Tutto ciò con il garantismo non c’entra nulla. Anzi è la sua negazione. Il garantismo deve difendere i diritti e non deve coprire i delitti. Spetta ai tribunali interpretare le leggi e applicarle attraverso giudici a cui deve essere riconosciuta la libertà di valutare i fatti anche di sbagliare confidando nei rimedi processuali di cui si dispone per correggere le sentenze. Spetta ai giudici in piena libertà, respingendo ogni atteggiamento intimidatorio, di chi vuole sentenze gradite anziché quelle basate sulle prove e sui principi del diritto, decidere in piena libertà, consapevoli che l’ordinamento ne garantisce l’indipendenza e che l’opinione pubblica anche quando critica una sentenza, tuttavia non intende mettere in discussione l’indipendenza della magistratura. Spetta ai giudici, nel caso del processo di Catania, valutare se siano stati violati diritti umani nei confronti dei migranti.

La Lega sembra affetta da un infantilismo primordiale e dalla mancanza di rispetto delle regole che la pone come una forza non rispettosa della diversità differenziata delle funzioni e competenze tra politica e giustizia nello Stato di diritto.

La cultura dei leghisti su questo terreno è stata sempre molto debole e non si può certamente dimenticare il ricordo dei leghisti che mostravano il cappio a Montecitorio con il messaggio inquietante che i potenti si processano a furor di popolo e che non ci sono garanzie giuridiche che tengono di fronte all’indignazione popolare.

I cittadini sembrano non seguire con passione queste vicende che ne derivano e anche il conflitto che si sta determinando.

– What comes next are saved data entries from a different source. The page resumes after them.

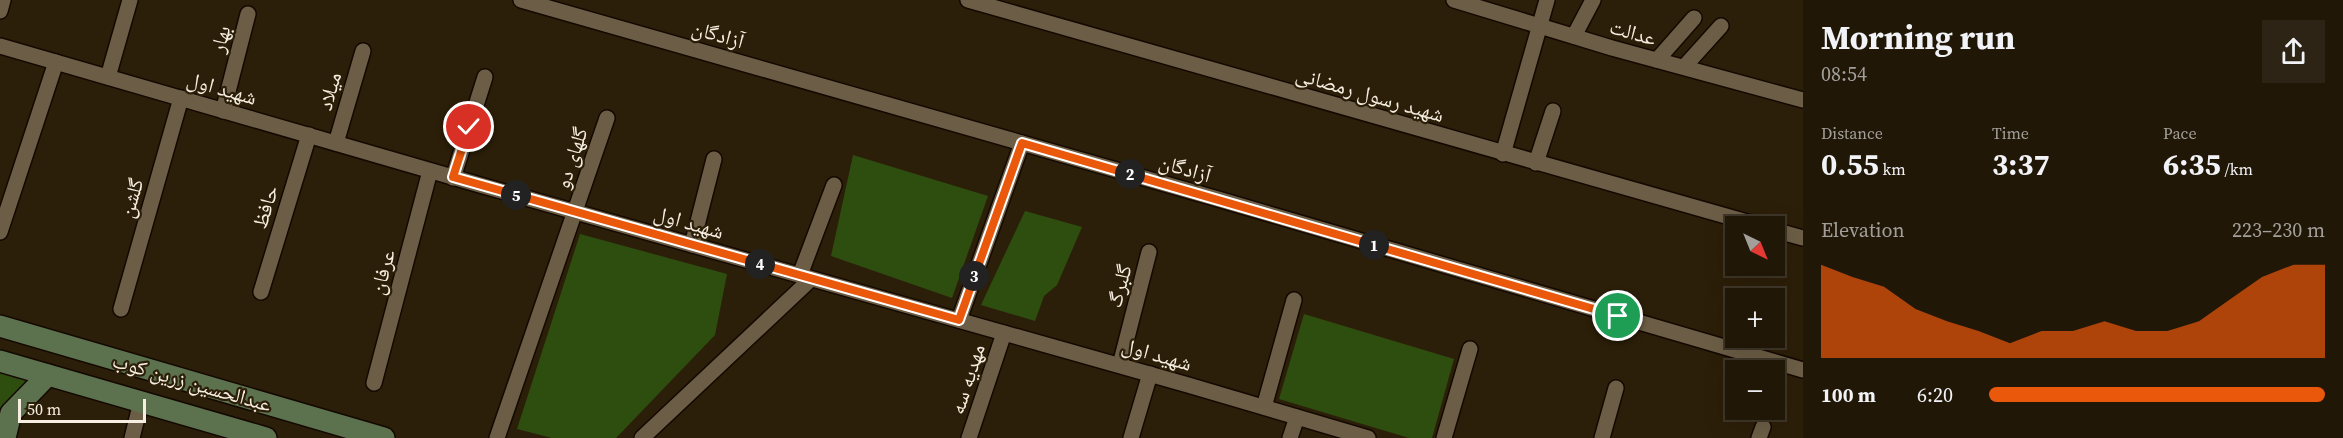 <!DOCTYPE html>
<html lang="en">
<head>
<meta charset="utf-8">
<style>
  body { margin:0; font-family:"Source Serif 4","Noto Naskh Arabic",serif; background:#2d2415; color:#f1f3f6; height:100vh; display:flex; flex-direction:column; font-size:22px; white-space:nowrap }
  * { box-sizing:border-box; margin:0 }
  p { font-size:20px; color:#a29f9b }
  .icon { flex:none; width:33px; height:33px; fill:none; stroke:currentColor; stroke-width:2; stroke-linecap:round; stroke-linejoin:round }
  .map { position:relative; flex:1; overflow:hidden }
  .side { display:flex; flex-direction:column; background:#211707; width:540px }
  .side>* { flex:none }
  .needle { width:39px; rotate:137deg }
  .fabs { position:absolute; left:1725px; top:216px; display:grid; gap:12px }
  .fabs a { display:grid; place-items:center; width:60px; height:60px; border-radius:0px; background:#211707; box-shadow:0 6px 24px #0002,0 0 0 2px #3e3628; font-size:30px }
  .scale { position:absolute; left:18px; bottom:15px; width:128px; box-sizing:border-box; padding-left:6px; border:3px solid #f6eee0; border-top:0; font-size:16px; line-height:21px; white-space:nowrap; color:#f6eee0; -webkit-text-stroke:4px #2c1f09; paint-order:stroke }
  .pin { position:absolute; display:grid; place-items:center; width:51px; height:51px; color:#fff; margin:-26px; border:3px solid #fff; border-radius:50%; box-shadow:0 2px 6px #0007 }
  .km { position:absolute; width:30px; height:30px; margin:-15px; border-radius:50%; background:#222; color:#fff; font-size:16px; line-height:30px; text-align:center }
  .round { display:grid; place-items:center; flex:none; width:63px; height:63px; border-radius:0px; background:#2d2415 }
  .overview { display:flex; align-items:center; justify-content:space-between; height:102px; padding:0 18px }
  h1 { font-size:33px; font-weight:700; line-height:45px }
  .metrics { display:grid; grid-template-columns:repeat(3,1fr); gap:9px; height:102px; padding:6px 18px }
  .metrics div { display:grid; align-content:center }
  .metrics b { font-size:30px; font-weight:700 }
  .metrics small { font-size:16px; font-weight:400 }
  .metrics p { font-size:16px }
  .chart { height:168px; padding:12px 18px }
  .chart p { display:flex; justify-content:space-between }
  .chart svg { width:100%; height:108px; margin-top:6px; fill:#ea580c; opacity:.7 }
  ul { padding:0 18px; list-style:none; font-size:20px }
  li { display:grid; grid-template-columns:96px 72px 1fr; align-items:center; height:45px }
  li i { height:15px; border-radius:8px; background:#ea580c }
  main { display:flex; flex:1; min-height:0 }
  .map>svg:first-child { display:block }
  .green { fill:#2e4e10 }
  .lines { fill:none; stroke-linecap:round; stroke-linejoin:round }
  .street-casing { stroke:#140900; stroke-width:18 }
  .secondary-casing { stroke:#140900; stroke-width:24 }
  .street { stroke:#6c5e46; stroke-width:15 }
  .secondary { stroke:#5c724f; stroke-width:21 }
  .route-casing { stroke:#fff; stroke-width:12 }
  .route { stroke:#ea580c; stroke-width:8 }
  .labels { text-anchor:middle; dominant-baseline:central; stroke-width:4.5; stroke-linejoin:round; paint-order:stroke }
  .street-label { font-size:21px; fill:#f6eee0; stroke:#2c1f09 }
</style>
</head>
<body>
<main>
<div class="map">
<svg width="1803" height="438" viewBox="0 0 1803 438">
  <rect width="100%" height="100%" fill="#2c1f09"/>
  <!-- green -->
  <g class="green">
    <path d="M853,155L988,196L952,298L831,256Z"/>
    <path d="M1025,211L1082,227L1057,285L1044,296L1035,321L981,305Z"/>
    <path d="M580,234L727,274L715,335L616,438H552L517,429Z"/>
    <path d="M1304,314L1454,359L1432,438H1409L1279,399Z"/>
    <path d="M0,370L31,383L0,438Z"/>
  </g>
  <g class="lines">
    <defs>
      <g id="street">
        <path d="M521,0L1218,199L1803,370"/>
        <path d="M968,0L1761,226"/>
        <path d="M1454,0L1612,48L1803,100"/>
        <path d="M0,11L3,0"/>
        <path d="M1574,36L1593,0"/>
        <path d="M0,46L480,185L1188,385L1368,438"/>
        <path d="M1657,60L1694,18"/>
        <path d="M1684,67L1721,26"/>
        <path d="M108,77L130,0"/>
        <path d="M223,111L248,14"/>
        <path d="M336,143L363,51"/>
        <path d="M1503,154L1547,0"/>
        <path d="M1536,163L1553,111"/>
        <path d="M453,178L485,77"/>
        <path d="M1774,230L1803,238"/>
        <path d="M0,232L56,62"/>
        <path d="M692,245L714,159"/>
        <path d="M800,275L834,185"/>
        <path d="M261,292L309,135"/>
        <path d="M121,309L181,98"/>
        <path d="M959,320L1022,143"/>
        <path d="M1120,365L1149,252"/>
        <path d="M374,383L430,171"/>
        <path d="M1264,407L1294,300"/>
        <path d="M132,438L141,402"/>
        <path d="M497,438L607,118"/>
        <path d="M642,438L811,279"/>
        <path d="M969,438L1004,333"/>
        <path d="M1131,438L1150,374"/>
        <path d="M1290,438L1297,417"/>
        <path d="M1444,438L1470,349"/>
        <path d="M1602,438L1616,388"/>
        <path d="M1759,438L1763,427"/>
      </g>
      <g id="secondary">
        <path d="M0,326L384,438"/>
        <path d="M0,361L266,438"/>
        <path d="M5,438L11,413L48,375"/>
      </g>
    </defs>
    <!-- street casing -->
    <use href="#street" class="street-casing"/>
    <!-- secondary casing -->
    <use href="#secondary" class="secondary-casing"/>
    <!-- street -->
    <use href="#street" class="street"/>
    <!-- secondary -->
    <use href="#secondary" class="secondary"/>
  </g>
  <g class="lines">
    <defs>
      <path id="route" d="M469,127L453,177L959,320L1022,143L1618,316"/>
    </defs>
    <!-- route casing -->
    <use href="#route" class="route-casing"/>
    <!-- route -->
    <use href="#route" class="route"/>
  </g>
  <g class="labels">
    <!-- street labels -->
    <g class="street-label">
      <text transform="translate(1633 32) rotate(16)">عدالت</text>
      <text transform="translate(718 34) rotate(16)">آزادگان</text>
      <text transform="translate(220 39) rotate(-75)">بهار</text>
      <text transform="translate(222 88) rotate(16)">شهید اول</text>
      <text transform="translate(329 91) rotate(-74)">میلاد</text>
      <text transform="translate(1370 94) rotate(16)">شهید رسول رمضانی</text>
      <text transform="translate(571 158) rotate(-72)">گلهای دو</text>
      <text transform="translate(1185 168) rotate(16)">آزادگان</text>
      <text transform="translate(131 198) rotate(-74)">گلشن</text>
      <text transform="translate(265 207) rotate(-73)">حافظ</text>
      <text transform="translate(689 222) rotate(16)">شهید اول</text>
      <text transform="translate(382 272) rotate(-75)">عرفان</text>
      <text transform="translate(1119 286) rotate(-75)">گلبرگ</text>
      <text transform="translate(1157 354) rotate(16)">شهید اول</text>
      <text transform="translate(967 379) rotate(-72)">مهدیه سه</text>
      <text transform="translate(192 382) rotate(16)">عبدالحسین زرین کوب</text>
    </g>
  </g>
</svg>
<div class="fabs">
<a><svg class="needle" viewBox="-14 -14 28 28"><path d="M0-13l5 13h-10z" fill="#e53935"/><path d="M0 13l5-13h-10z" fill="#a29f9b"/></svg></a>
<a>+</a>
<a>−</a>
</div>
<div class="scale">50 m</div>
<div class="pin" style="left:1618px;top:316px;background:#1e9e55"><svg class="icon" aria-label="arrive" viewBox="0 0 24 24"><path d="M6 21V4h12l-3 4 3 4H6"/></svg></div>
<div class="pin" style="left:469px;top:127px;background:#d93025"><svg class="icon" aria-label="check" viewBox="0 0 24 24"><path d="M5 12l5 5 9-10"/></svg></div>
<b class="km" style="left:1374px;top:245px">1</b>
<b class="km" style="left:1130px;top:174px">2</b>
<b class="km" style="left:974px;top:276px">3</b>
<b class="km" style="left:760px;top:264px">4</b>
<b class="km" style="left:516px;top:195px">5</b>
</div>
<section class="side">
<div class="overview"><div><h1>Morning run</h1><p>08:54</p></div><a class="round"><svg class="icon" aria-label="share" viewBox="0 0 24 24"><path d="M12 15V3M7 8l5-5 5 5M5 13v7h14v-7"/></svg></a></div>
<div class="metrics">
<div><p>Distance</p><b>0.55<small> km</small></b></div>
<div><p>Time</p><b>3:37</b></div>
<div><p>Pace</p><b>6:35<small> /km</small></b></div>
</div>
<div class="chart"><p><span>Elevation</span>223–230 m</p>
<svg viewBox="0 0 160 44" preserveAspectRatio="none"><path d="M0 44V6L10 11L20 15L30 24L40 29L50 33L60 38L70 33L80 33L90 29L100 33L110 33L120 29L130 20L140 11L150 6L160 6V44z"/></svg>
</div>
<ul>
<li><b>100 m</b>6:20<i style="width:100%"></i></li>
</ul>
</section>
</main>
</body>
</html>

La piazza organizzata a Catania per intimidire i magistrati non si comprende bene se sia dovuto ad un atto di imbecillità politica oppure dovuto ad uno stato confusionale prodotto dai conti elettorali che non tornano e dai rapporti di forza che all’interno del centro-destra cambiano. Se, invece, si trattasse dell’annuncio di una strategia di rifondazione dello Stato di diritto che dovrebbe essere svuotato di tutte le sue garanzie e diventare uno Stato basato sull’arroganza del potere e sulle adunate popolari che decidono su tutto anche su ciò che è giusto o ingiusto, tutto ciò apparirebbe davvero assai inquietante. Una cosa pare comunque certa, ed è quella che la stragrande maggioranza di questo paese non accetterebbe mai che alla forza dei numeri elettorali possa annullare la forza della legge. Insomma, sulla giustizia appare inaccettabile che sia sottomessa agli umori popolari poiché in tal modo non avremo che la fine dello Stato di diritto e dello Stato democratico.